Bitcoin Suisse prevede di tagliare fino alla metà della forza lavoro svizzera trasferendo le attività all’estero
Punti chiave
- •Si prevede l’eliminazione di fino a 60 posizioni in Svizzera, pari a un massimo della metà della forza lavoro svizzera di Bitcoin Suisse.
- •La società sta chiudendo il sito di sviluppo IT di Copenaghen e trasferendo alcune funzioni a Bratislava e nel previsto hub in Vietnam.
- •Bitcoin Suisse afferma che la ristrutturazione sostiene l’espansione internazionale e non è motivata dalle difficili condizioni del mercato delle criptovalute.
- •L’azienda punta ad aggiungere servizi di gestione patrimoniale e degli asset per individui facoltosi e clienti istituzionali, accanto alla propria offerta crypto esistente.
- •La controllata di Bitcoin Suisse in Liechtenstein ha ricevuto a giugno l’autorizzazione MiCA per servire clienti in mercati selezionati dello Spazio economico europeo.

Bitcoin Suisse, che detiene oltre 3 miliardi di dollari in asset digitali in custodia, prevede di eliminare fino a 60 posti di lavoro in Svizzera mentre la società di servizi finanziari crypto trasferisce all’estero una parte maggiore delle attività di sviluppo software e di back office.
I tagli previsti interesserebbero fino alla metà della forza lavoro svizzera della società. L’azienda con sede a Zugo impiega circa 200 persone a livello globale e sta inoltre chiudendo il proprio sito di sviluppo informatico a Copenaghen.

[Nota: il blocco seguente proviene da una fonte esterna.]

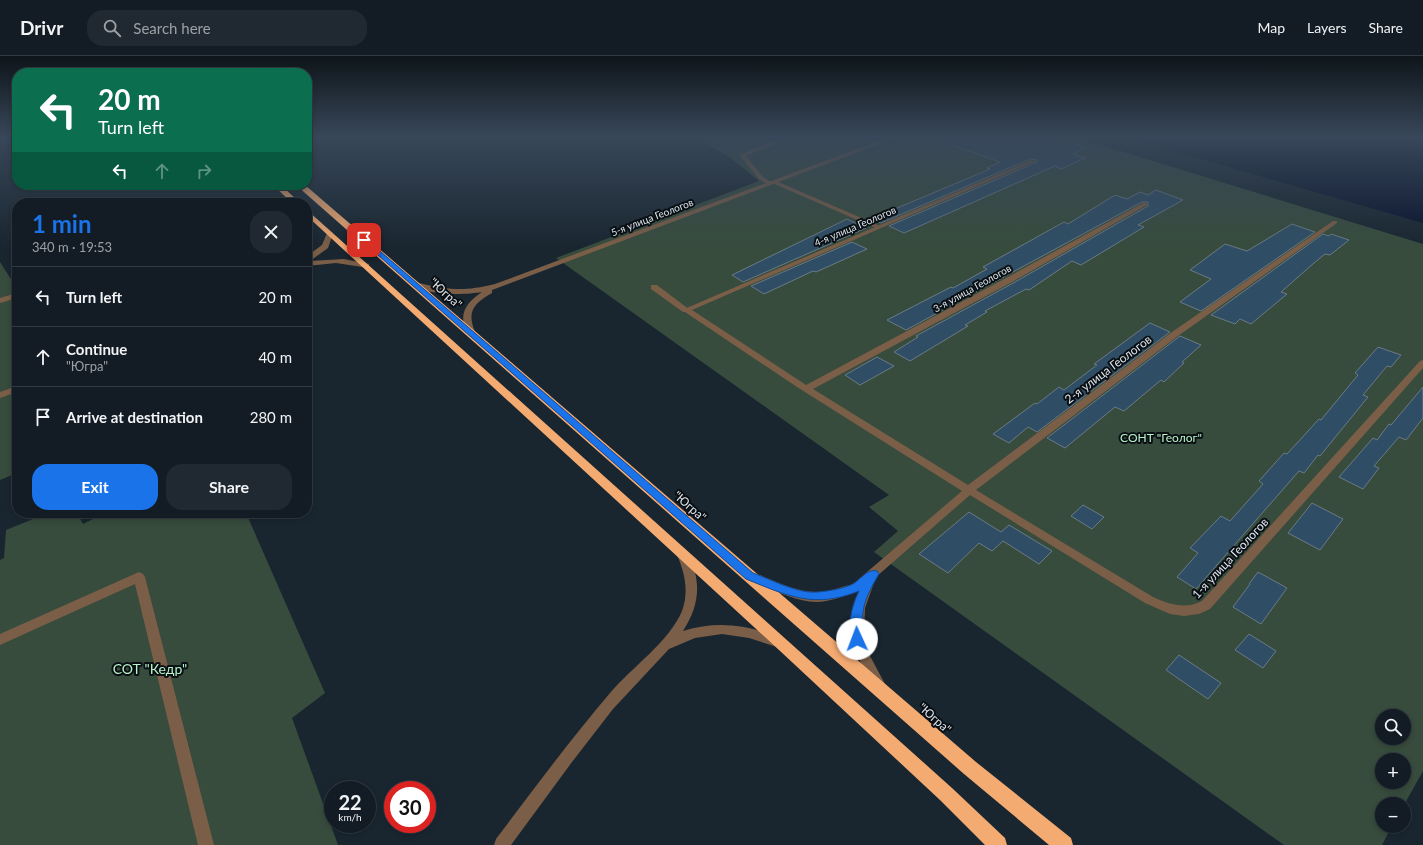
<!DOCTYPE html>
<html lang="en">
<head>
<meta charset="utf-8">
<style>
	body { margin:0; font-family:Lato,sans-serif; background:#202931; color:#f1f3f6; height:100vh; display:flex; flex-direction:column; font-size:15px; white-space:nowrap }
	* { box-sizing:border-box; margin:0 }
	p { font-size:13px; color:#9da1a6 }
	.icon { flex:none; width:22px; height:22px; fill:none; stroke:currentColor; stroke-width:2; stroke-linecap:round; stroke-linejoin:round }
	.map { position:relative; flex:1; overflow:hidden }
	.drawer { position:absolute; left:12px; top:142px; width:300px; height:320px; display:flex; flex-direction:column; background:#131c24; border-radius:16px; box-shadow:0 2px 6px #0003,0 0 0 1px #323a41 }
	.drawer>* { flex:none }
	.banner { position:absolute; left:12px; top:12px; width:300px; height:122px; border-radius:16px; box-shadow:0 2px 6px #0003,0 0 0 1px #323a41; background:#0b6e4f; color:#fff; overflow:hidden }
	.tools { position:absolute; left:1375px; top:653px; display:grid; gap:8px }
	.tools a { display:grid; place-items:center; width:36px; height:36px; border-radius:50%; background:#131c24; box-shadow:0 2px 6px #0003,0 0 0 1px #323a41; font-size:20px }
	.speed { position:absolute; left:324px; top:725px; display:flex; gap:8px; font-size:20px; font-weight:700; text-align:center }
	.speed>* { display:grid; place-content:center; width:52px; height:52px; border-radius:50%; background:#131c24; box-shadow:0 2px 6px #0003,0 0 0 1px #323a41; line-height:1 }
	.speed small { font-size:10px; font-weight:400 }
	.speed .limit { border:6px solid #d22; background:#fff; color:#111 }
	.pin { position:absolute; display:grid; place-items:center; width:34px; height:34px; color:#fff; margin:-17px; border-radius:8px; box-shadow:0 2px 6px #0006 }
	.me { position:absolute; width:44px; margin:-22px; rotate:358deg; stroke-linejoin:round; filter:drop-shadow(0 0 3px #0008) }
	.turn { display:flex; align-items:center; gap:14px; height:84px; padding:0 20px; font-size:18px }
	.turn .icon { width:52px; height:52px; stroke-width:2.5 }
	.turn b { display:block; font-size:28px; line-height:34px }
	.lanes { display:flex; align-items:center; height:38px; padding:0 20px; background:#0003; justify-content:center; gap:20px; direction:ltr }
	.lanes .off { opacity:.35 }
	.round { display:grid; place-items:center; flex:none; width:42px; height:42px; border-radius:16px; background:#202931 }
	.overview { display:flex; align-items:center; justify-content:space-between; height:68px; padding:0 20px }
	h1 { font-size:24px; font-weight:700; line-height:30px; color:#1a73e8 }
	.action { display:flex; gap:8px; margin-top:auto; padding:8px 20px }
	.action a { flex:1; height:46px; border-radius:16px; background:#1a73e8; color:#fff; font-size:16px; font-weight:700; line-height:46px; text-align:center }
	.action a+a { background:#202931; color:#f1f3f6 }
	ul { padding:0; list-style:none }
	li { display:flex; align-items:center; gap:12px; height:60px; padding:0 20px; border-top:1px solid #323a41 }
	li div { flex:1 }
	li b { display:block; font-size:15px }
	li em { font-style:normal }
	header { display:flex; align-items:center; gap:24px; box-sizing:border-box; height:56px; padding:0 20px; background:#131c24; border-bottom:1px solid #323a41 }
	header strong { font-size:19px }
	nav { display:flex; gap:22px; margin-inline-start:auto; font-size:14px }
	.search { width:280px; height:36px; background:#202931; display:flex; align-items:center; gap:10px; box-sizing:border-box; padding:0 14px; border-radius:16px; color:#9da1a6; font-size:15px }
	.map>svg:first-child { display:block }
</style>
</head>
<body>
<header>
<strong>Drivr</strong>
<div class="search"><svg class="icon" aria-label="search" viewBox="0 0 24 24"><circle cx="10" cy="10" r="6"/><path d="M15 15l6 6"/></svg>Search here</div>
<nav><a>Map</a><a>Layers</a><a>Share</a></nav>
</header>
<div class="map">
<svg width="1423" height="789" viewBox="0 0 1423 789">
	<rect width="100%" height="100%" fill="#192630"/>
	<path fill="#374c3d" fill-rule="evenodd" d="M695 81H884L894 85 905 81H1075L1423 188V715L1404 749 1382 748V770H1392L1382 789H1284L874 496 898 475 869 451 889 439 556 202 759 125 731 102ZM1382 660H1404V682H1382ZM1382 704H1404V726H1382Z
		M0 206 12 225 17 227V417L0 424Z
		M48 457H77L83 468 105 457H246L325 637 292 662 338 789H0V504L4 502 6 474Z"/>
	<path fill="#08132c" d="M1124 81H1423V167Z"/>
	<path fill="#2f4e65" stroke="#6a7a86" d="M936 81H1050L1085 91 1073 98 1085 102 1061 113 1055 110 904 177 889 170 1037 106V104L1030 103 881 167 871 163 990 113 987 112 1000 106 935 83Z
		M1156 134 1183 144 1138 169 1144 171 1081 209 1072 205 1029 234 1026 233 985 255 987 256 965 269 968 270 910 305 894 296 918 281 916 280 1015 226 1148 150V146H1142L906 274 887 264 951 231 953 232 987 213 983 211 1064 166 1068 168 1115 139 1127 143 1140 136 1148 139Z
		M847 163 866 172 743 226 732 219Z
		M1292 168 1315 176 1201 255 1180 246 1211 223 1190 214 1225 188 1247 195Z
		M1323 178 1329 180 1331 178 1349 184 1330 199 1325 198 1314 207 1281 236 1287 238 1251 268 1240 263 1235 268 1211 259Z
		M852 186 867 193 816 216 813 215 764 238 751 230Z
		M1150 267 1170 276 1037 376 1028 371 1009 387 993 378 1035 347 1037 348 1059 331 1064 334 1097 309 1094 308Z
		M1180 280 1201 289 1182 306 1184 307 1164 326 1161 324 1124 355 1115 351 1065 392 1047 382Z
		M1378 291 1401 299 1391 311 1387 310 1363 339 1368 341 1320 400 1318 399 1304 417 1299 415 1196 533 1177 521 1198 497 1190 492 1221 460 1230 465 1263 428 1259 425 1284 397 1287 398 1319 363 1321 364 1358 319 1355 317Z
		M877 301 894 310 860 329 845 319Z
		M1423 331V362L1406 384 1399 381 1374 410 1379 412 1363 433 1339 421 1373 382 1377 384 1389 368 1391 369Z
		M1312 447 1343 463 1320 494 1288 477Z
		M1083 449 1104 461 1092 473 1071 460Z
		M969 456 1001 476 1009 469 1052 495 1039 508 1003 485 992 495 979 487 948 517 919 498Z
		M1258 516 1287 532 1261 568 1233 551 1250 528H1249Z
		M1249 578 1276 595 1263 612 1235 594Z
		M1179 599 1221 627 1208 643 1166 614Z"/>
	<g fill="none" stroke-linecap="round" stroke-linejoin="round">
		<path fill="#7b5e47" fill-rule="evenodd" d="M783 81H792L746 100 763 121 771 126 776 125 880 170V172H876L772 127 767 128 759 123 739 99Z
			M651 229H657L690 254 686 256H683L651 233Z
			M17 237V242L0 247V242Z
			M139 516 143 518 145 521 214 789H198L135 528 0 589V578Z"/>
		<path fill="#7b5e47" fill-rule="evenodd" d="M889 81H898L492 234V237C473 248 466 256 476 278L475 280 472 281C468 279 468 278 466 274 458 257 468 245 482 236 465 239 425 240 411 228L415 226C446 234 463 236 495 228Z
			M1031 104 1036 105 692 254 806 329 1008 221 1143 147H1147V149L1014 225 813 333 968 429 1172 276 1333 165H1337V167L1178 280 976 434 1153 541C1169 548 1185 554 1202 545L1420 305 1423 304V312L1210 553 1199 558 1184 560 1170 558 1145 547 970 439 876 521 865 552 864 576 870 600 885 628 883 632 878 634 873 632C856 599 842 572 859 535 846 539 831 546 816 546 795 545 773 534 753 526L751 523 753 520 757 518C776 525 796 536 817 536 829 536 841 531 853 528L962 435 797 331 682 254Z
			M330 175 333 177 328 192 310 205 344 203 369 208V212L336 207 307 210V200L322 189 327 177Z
			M17 330V336L0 342V336Z
			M683 495 687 496C702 524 700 549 683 575 718 564 748 569 781 582L783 586 781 590 777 591 749 582 722 578 695 582 669 593 613 653 572 706 511 789H494L496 783C533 734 570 684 610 637 632 611 669 586 682 555 689 536 685 517 677 499L679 496Z"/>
		<path fill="#f4ab72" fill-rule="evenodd" d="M273 129H281L300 147H292Z
			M296 129H305L976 706 1071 782 1073 789H1049L964 718Z
			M307 154 952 732 1005 782 1007 789H985L940 744 779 594 307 160Z"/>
	</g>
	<linearGradient id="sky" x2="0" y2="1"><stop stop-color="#0e151a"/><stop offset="0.42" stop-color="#384759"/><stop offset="1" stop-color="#384759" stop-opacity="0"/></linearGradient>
	<rect width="1423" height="192" fill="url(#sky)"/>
	<path fill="#1a73e8" stroke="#114b97" d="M362 183H366L753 517C772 524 798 538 818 536 829 535 841 533 851 529 860 525 867 512 877 515L879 518C872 530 865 542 863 556 862 565 865 578 861 587L857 588 853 587C846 572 852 549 859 535 814 553 788 540 746 523L362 185Z"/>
	<g text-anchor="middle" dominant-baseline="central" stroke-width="4" stroke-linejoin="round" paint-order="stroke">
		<g font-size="10" fill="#dde5ec" stroke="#090f13">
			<text transform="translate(652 161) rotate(-21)">5-я улица Геологов</text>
			<text transform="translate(855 170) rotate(-23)">4-я улица Геологов</text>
			<text transform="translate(972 232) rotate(-29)">3-я улица Геологов</text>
		</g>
		<g font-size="12" fill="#dde5ec" stroke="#090f13">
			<text transform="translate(446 237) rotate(42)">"Югра"</text>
			<text transform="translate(1108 313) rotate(-37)">2-я улица Геологов</text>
			<text transform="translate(690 450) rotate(41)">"Югра"</text>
			<text transform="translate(1230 502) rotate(-47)">1-я улица Геологов</text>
			<text transform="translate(935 662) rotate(41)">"Югра"</text>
		</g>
		<g font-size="12" fill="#b8f3c9" stroke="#090f13">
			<text x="1161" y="381">СОНТ "Геолог"</text>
		</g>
		<g font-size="14" fill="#b8f3c9" stroke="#090f13">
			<text x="150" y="612">СОТ "Кедр"</text>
		</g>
	</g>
</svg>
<div class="tools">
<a><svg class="icon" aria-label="search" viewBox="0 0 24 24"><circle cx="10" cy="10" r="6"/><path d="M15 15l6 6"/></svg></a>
<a>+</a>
<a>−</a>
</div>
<div class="speed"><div>22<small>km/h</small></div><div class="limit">30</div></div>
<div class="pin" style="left:364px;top:184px;background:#d93025"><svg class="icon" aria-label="arrive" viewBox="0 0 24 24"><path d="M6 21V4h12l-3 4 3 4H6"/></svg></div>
<svg class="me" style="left:857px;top:583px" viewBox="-20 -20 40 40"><circle r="19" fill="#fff"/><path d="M0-13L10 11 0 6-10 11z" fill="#1a73e8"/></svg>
<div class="banner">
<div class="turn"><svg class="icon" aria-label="left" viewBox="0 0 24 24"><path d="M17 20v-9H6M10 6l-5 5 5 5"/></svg><div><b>20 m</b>Turn left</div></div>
<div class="lanes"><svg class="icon" aria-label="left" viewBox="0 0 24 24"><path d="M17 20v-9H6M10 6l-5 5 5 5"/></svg><svg class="icon off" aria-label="ahead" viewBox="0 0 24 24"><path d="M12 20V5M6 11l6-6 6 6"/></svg><svg class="icon off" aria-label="right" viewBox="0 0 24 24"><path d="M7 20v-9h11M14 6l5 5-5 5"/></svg></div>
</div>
<section class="drawer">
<div class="overview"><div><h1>1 min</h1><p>340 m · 19:53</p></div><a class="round"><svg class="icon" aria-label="close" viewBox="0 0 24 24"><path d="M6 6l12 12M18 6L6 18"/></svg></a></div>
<ul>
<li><svg class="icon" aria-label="left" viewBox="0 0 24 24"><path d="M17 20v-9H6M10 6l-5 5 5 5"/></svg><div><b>Turn left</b></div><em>20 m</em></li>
<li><svg class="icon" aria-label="ahead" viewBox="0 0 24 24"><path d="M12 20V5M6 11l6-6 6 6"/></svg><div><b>Continue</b><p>&quot;Югра&quot;</p></div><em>40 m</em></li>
<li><svg class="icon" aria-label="arrive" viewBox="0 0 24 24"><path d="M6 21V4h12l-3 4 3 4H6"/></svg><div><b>Arrive at destination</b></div><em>280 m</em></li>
</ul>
<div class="action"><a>Exit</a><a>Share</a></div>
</section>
</div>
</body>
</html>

Bitcoin Suisse gestisce già un hub a Bratislava e prevede di crearne un altro in Vietnam.
“A Bratislava e in Vietnam possiamo fornire questi servizi a un costo significativamente inferiore”, ha dichiarato ad Finews, una testata svizzera che per prima ha riferito della ristrutturazione, il CEO e cofondatore Andrej Majcen.

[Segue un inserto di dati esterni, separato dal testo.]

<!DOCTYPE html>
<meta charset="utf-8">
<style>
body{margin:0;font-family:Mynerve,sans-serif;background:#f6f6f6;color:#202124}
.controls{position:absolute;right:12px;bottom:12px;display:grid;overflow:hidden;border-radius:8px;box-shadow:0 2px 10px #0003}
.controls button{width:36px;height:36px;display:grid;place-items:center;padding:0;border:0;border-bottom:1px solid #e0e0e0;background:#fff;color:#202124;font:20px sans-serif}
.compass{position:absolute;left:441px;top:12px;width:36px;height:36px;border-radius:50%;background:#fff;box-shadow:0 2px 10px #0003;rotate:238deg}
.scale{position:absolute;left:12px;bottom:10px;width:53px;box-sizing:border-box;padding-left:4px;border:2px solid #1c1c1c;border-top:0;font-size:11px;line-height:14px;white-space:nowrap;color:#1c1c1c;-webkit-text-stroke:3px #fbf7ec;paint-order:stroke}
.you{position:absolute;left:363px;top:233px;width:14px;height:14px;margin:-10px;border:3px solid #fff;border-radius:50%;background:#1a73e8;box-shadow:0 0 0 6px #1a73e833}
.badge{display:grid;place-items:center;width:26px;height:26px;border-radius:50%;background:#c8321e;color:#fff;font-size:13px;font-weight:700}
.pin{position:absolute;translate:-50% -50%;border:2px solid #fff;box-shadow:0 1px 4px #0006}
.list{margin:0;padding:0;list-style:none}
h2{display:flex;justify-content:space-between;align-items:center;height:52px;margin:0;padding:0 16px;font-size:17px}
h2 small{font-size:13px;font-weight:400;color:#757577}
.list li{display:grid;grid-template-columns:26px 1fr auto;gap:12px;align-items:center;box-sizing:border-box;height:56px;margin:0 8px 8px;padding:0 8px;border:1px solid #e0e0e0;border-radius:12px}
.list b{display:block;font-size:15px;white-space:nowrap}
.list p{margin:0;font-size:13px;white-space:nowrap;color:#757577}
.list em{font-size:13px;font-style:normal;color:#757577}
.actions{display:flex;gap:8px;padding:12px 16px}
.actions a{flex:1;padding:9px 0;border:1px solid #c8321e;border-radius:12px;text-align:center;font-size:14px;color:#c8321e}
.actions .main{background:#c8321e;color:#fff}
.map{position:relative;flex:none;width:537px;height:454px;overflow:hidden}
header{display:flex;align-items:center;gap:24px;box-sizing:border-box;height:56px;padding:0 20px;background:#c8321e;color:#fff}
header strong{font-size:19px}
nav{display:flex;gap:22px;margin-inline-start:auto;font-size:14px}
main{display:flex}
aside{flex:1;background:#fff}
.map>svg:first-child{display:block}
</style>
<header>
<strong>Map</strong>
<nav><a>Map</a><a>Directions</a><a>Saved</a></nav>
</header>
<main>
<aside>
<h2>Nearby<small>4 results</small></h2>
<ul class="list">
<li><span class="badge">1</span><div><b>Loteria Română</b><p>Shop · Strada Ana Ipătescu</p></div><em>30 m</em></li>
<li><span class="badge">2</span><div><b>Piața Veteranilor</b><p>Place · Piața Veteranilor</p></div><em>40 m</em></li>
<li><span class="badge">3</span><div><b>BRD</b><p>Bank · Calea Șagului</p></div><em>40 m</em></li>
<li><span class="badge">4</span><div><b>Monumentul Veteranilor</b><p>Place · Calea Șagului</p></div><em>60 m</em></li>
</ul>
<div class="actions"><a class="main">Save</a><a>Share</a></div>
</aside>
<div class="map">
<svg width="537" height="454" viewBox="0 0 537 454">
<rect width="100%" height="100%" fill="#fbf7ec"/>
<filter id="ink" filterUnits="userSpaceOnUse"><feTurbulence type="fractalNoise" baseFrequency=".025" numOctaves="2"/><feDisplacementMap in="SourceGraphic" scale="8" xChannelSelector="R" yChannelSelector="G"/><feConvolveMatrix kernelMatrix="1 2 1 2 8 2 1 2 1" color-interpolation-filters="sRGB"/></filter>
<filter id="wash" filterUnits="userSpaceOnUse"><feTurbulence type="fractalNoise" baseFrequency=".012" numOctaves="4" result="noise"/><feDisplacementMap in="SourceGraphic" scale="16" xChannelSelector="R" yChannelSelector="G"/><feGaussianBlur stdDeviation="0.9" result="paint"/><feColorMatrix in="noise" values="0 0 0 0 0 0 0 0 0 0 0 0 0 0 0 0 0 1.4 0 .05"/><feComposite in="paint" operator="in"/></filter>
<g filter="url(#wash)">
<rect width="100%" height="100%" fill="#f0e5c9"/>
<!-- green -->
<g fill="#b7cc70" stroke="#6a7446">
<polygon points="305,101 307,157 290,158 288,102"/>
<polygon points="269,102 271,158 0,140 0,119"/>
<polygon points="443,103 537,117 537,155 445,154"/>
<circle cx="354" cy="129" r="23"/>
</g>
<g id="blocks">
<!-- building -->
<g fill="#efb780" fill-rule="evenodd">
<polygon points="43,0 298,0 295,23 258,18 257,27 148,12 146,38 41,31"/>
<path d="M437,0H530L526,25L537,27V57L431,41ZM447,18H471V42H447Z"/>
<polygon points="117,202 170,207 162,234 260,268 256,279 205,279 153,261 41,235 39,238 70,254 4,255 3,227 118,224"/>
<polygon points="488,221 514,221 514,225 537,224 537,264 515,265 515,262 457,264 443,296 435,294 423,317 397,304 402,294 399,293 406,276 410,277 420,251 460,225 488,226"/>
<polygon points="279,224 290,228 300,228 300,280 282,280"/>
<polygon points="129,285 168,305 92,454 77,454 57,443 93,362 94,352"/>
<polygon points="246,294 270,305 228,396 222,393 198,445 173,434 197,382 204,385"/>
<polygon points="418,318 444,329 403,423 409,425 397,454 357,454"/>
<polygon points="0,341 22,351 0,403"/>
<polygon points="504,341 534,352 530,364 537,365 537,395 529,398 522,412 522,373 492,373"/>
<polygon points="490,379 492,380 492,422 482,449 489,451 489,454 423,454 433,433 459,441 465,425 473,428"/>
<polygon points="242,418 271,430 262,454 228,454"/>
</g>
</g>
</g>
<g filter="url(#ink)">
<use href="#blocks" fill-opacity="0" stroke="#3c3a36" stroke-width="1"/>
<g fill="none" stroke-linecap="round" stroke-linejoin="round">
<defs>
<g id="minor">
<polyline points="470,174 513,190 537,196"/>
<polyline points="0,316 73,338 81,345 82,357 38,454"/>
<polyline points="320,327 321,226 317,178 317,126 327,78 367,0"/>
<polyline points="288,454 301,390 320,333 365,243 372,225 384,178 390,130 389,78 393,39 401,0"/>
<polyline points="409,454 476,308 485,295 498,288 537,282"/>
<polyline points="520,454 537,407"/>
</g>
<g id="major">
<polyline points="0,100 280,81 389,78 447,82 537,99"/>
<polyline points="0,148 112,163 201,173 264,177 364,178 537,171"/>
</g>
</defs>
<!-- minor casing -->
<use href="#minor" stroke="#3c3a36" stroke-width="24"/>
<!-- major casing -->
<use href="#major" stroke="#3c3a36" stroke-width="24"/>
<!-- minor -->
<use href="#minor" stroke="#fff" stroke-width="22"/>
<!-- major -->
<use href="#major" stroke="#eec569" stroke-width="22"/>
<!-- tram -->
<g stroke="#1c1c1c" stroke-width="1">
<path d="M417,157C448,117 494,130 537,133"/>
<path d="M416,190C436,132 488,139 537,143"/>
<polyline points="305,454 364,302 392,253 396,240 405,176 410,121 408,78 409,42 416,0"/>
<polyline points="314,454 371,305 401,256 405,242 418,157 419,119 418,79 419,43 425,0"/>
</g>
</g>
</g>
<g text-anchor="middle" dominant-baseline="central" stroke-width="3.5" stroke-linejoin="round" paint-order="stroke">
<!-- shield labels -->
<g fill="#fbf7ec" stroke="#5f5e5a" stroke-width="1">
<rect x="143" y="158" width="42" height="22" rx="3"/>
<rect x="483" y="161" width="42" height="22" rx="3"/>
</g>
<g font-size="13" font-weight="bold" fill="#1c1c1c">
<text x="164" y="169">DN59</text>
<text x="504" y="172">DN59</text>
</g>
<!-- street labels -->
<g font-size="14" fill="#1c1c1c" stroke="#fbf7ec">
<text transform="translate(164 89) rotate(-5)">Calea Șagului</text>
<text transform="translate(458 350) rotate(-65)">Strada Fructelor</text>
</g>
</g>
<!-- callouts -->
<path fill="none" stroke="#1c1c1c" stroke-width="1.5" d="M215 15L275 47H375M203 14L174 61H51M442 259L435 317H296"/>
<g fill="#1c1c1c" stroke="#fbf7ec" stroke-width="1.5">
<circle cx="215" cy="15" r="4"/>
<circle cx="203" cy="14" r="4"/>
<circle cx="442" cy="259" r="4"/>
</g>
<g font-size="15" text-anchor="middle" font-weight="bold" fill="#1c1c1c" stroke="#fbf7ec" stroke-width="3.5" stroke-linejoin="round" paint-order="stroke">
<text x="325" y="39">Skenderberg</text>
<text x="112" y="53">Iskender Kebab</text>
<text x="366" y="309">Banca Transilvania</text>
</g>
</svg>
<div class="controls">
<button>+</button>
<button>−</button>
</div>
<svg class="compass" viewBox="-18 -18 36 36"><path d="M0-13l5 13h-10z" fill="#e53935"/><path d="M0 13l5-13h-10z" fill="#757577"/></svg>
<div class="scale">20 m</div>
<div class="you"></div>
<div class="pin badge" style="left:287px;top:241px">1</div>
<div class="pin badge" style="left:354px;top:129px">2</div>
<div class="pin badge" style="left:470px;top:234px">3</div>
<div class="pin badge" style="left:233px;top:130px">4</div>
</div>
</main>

Majcen ha affermato che la decisione rientra nella strategia di crescita internazionale di Bitcoin Suisse e non è legata alle difficili condizioni del mercato crypto.
Fondata nel 2013, Bitcoin Suisse offre servizi di trading crypto, custodia, staking e lending. La società intende ora espandersi oltre il settore crypto, entrando in ambiti più ampi di gestione patrimoniale e degli asset per individui facoltosi e clienti istituzionali, ha dichiarato Majcen a Finews.
Bitcoin Suisse ha iniziato a ottenere le licenze necessarie per sostenere questa espansione. A giugno, la sua controllata del Liechtenstein ha ricevuto l’autorizzazione nell’ambito del regolamento Markets in Crypto-Assets dell’Unione Europea, che le consente di servire clienti in mercati selezionati dello Spazio economico europeo. L’autorizzazione fornisce la base normativa per una parte dell’espansione prevista dalla società oltre i servizi attualmente incentrati sulle criptovalute.
La ristrutturazione sarà valutata alla luce di entrambi gli sviluppi: il trasferimento di alcune funzioni operative verso sedi a costi inferiori e il tentativo della società di costruire un’offerta più ampia per clienti facoltosi e istituzionali.